**Problem requirements**
Once the pictures are set aside, copy everything else in the records exactly.

**Dataset**
- Opening Delimiter -
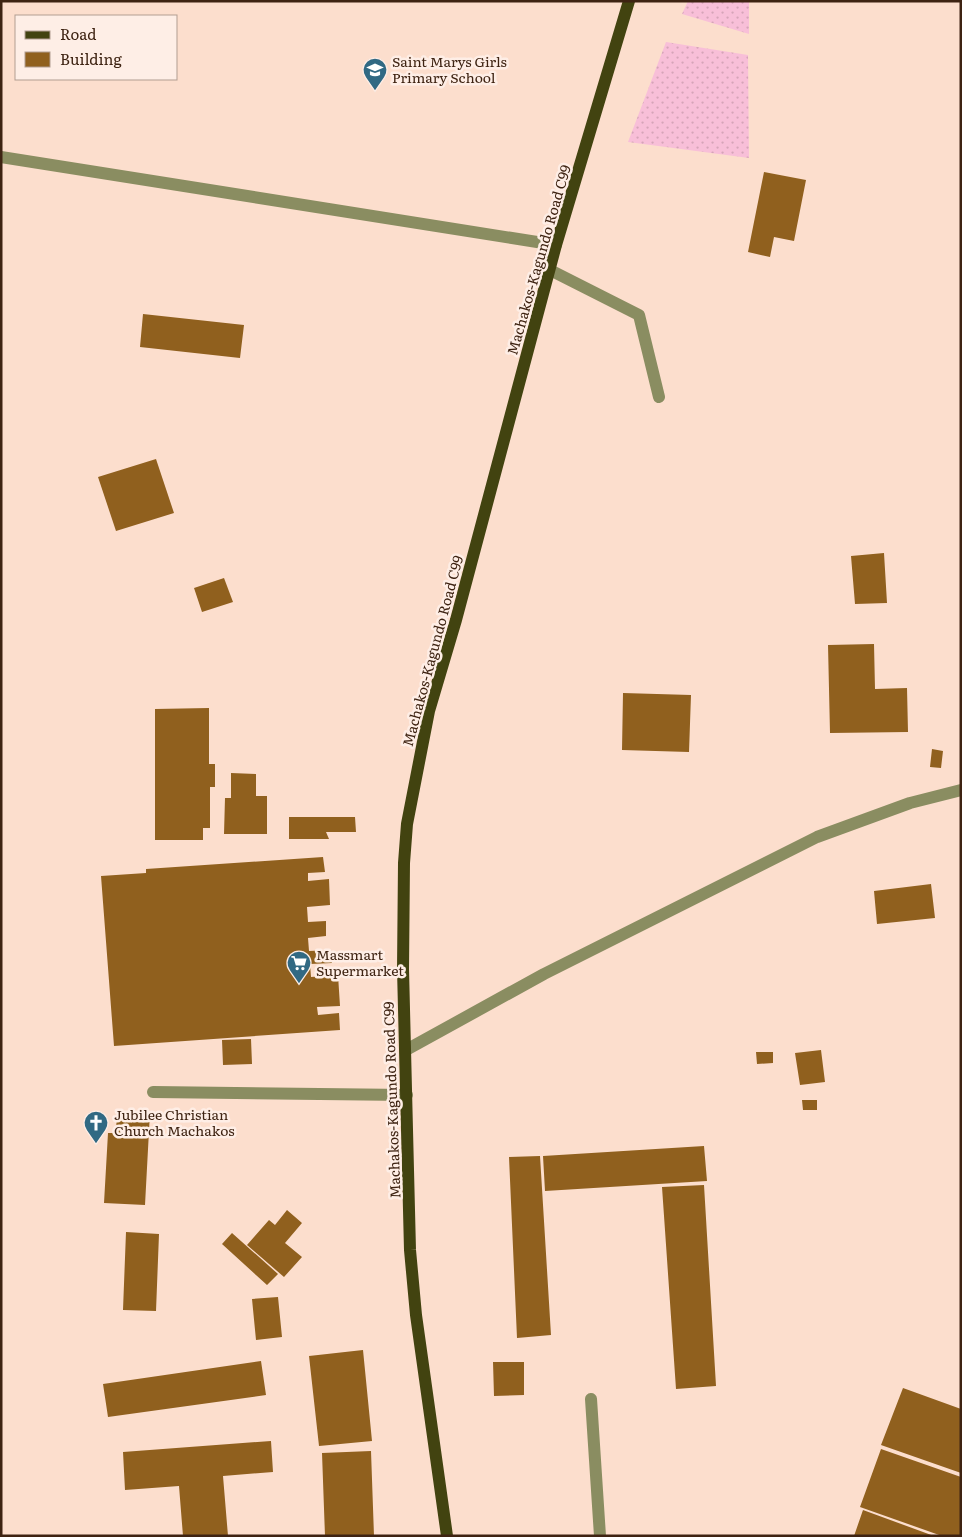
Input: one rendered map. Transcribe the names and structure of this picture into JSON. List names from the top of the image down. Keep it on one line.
{"streets":{"main road":["Machakos-Kagundo Road C99"]},"places":{"school or university":["Saint Marys Girls Primary School"],"supermarket":["Massmart Supermarket"],"church":["Jubilee Christian Church Machakos"]},"legend":["Road","Building"]}
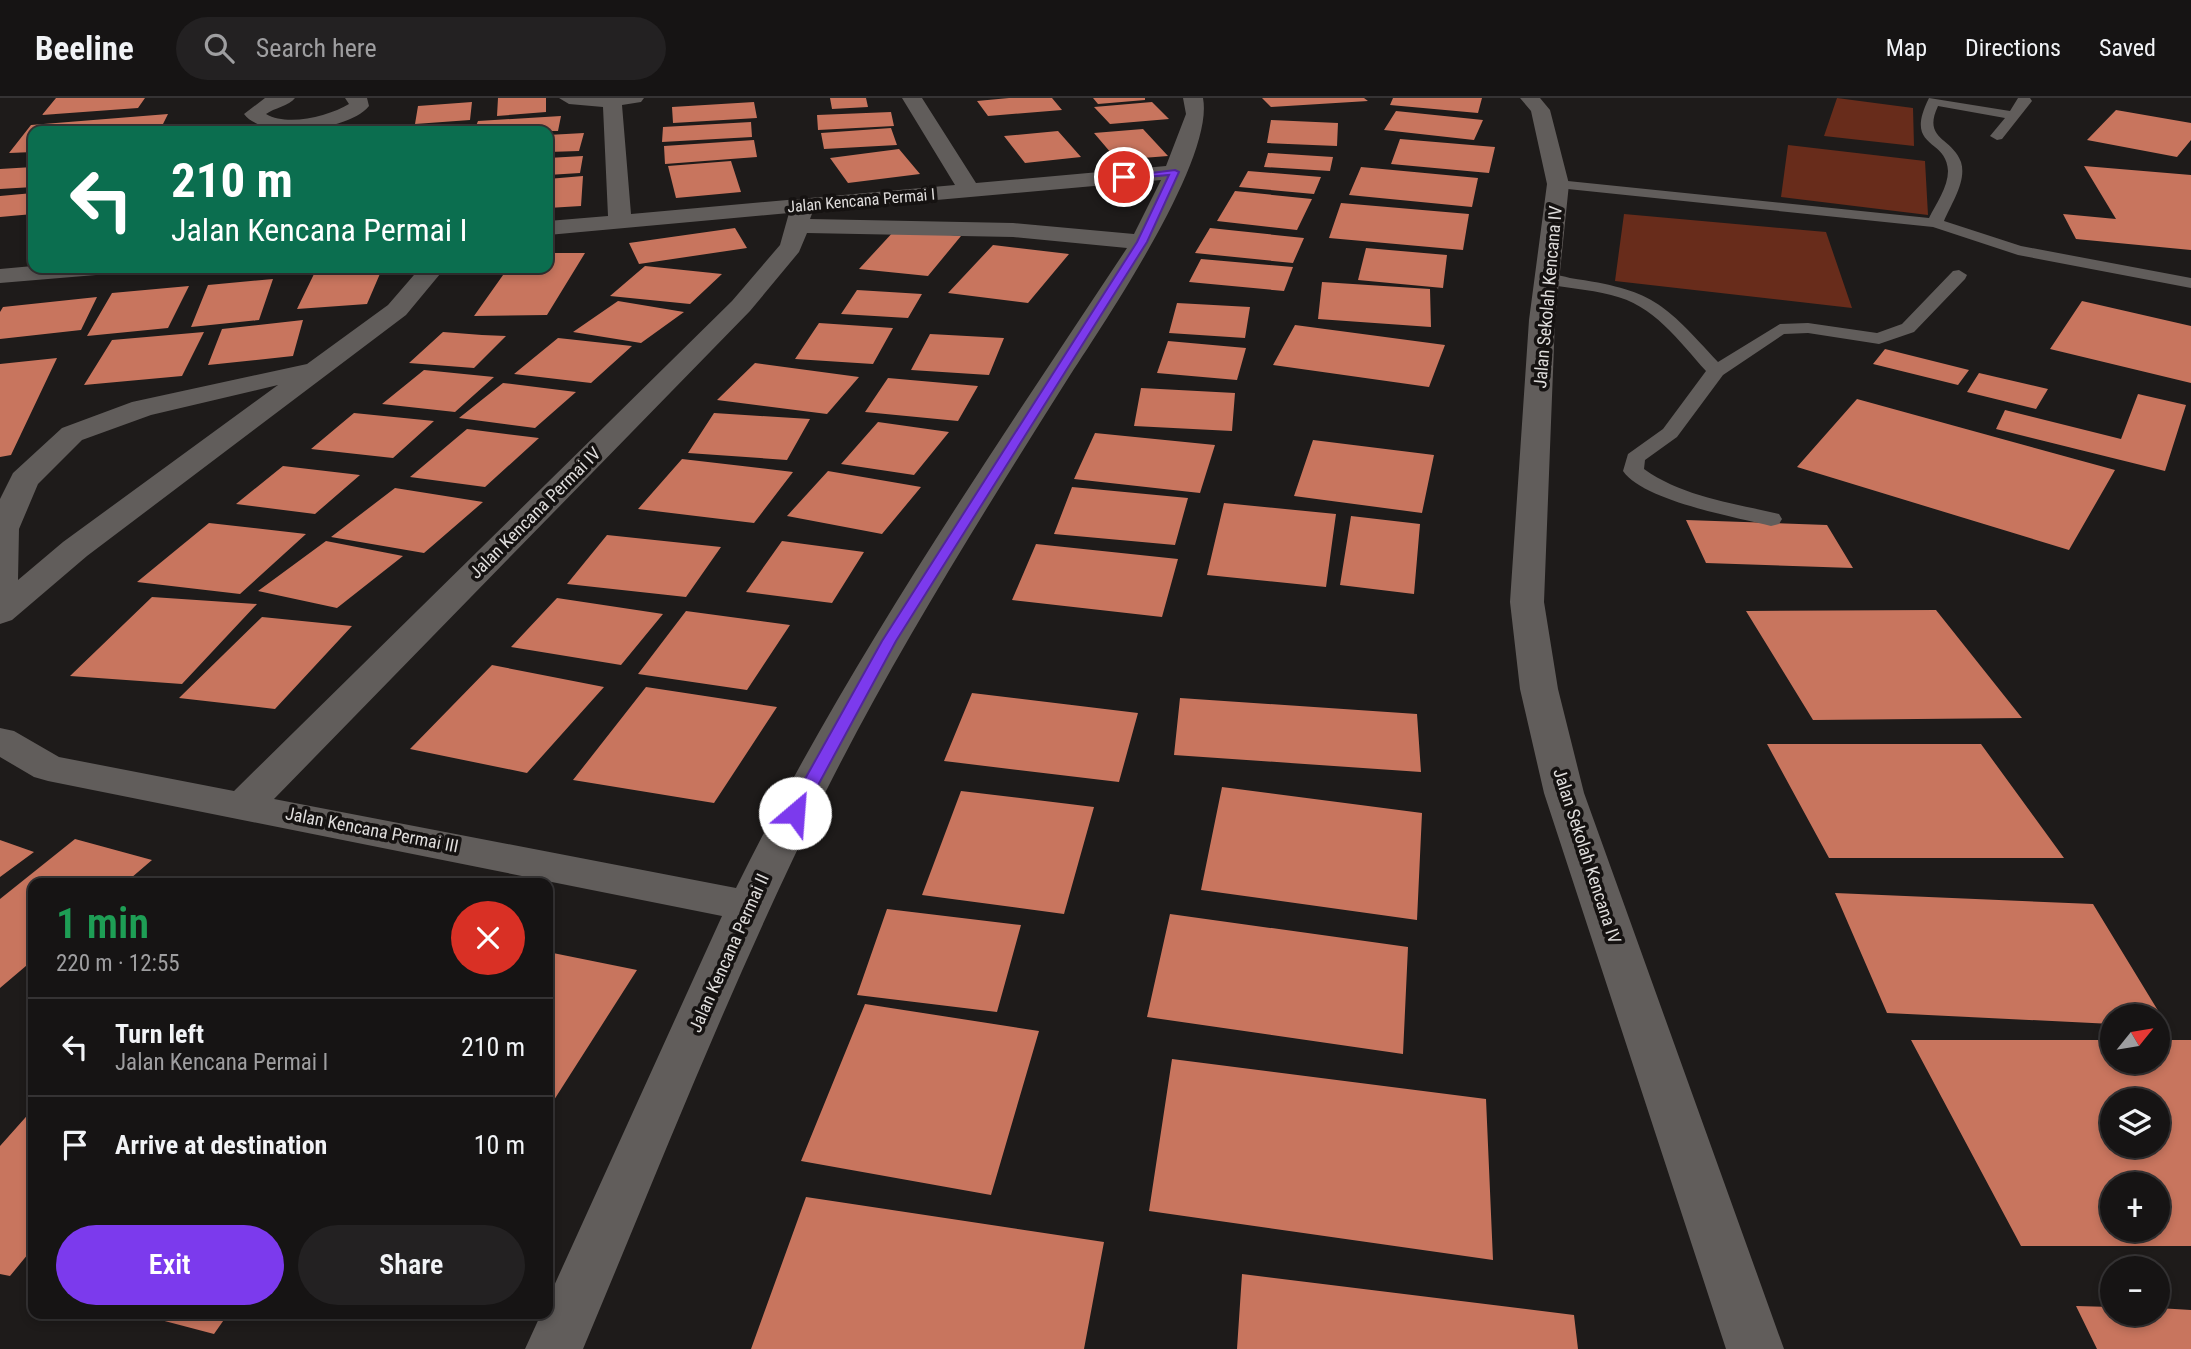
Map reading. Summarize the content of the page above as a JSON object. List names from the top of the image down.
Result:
{
  "streets": {
    "street": [
      "Jalan Kencana Permai I",
      "Jalan Sekolah Kencana IV",
      "Jalan Kencana Permai IV",
      "Jalan Kencana Permai III",
      "Jalan Kencana Permai II"
    ]
  },
  "crossings": [
    ["Jalan Kencana Permai I", "Jalan Kencana Permai IV"],
    ["Jalan Kencana Permai I", "Jalan Kencana Permai II"],
    ["Jalan Kencana Permai IV", "Jalan Kencana Permai III"],
    ["Jalan Kencana Permai III", "Jalan Kencana Permai II"]
  ],
  "north": "top right",
  "page": {
    "header": "Beeline",
    "search": "Search here",
    "nav": ["Map", "Directions", "Saved"],
    "turn": ["210 m", "Jalan Kencana Permai I"],
    "heading": ["1 min", "220 m · 12:55"],
    "list": [
      {
        "name": "Turn left",
        "note": "Jalan Kencana Permai I",
        "value": "210 m"
      },
      {
        "name": "Arrive at destination",
        "value": "10 m"
      }
    ],
    "map_buttons": ["+", "−"],
    "buttons": ["Exit", "Share"]
  }
}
- Closing Delimiter -
**Answer box**
Input: one rendered map. Transcribe the names and structure of this picture into JSON. List names from the top of the image down. Keep it on one line.
{"streets":{"main road":["Machakos-Kagundo Road C99"]},"places":{"school or university":["Saint Marys Girls Primary School"],"supermarket":["Massmart Supermarket"],"church":["Jubilee Christian Church Machakos"]},"legend":["Road","Building"]}
Map reading. Summarize the content of the page above as a JSON object. List names from the top of the image down.
Result:
{
  "streets": {
    "street": [
      "Jalan Kencana Permai I",
      "Jalan Sekolah Kencana IV",
      "Jalan Kencana Permai IV",
      "Jalan Kencana Permai III",
      "Jalan Kencana Permai II"
    ]
  },
  "crossings": [
    ["Jalan Kencana Permai I", "Jalan Kencana Permai IV"],
    ["Jalan Kencana Permai I", "Jalan Kencana Permai II"],
    ["Jalan Kencana Permai IV", "Jalan Kencana Permai III"],
    ["Jalan Kencana Permai III", "Jalan Kencana Permai II"]
  ],
  "north": "top right",
  "page": {
    "header": "Beeline",
    "search": "Search here",
    "nav": ["Map", "Directions", "Saved"],
    "turn": ["210 m", "Jalan Kencana Permai I"],
    "heading": ["1 min", "220 m · 12:55"],
    "list": [
      {
        "name": "Turn left",
        "note": "Jalan Kencana Permai I",
        "value": "210 m"
      },
      {
        "name": "Arrive at destination",
        "value": "10 m"
      }
    ],
    "map_buttons": ["+", "−"],
    "buttons": ["Exit", "Share"]
  }
}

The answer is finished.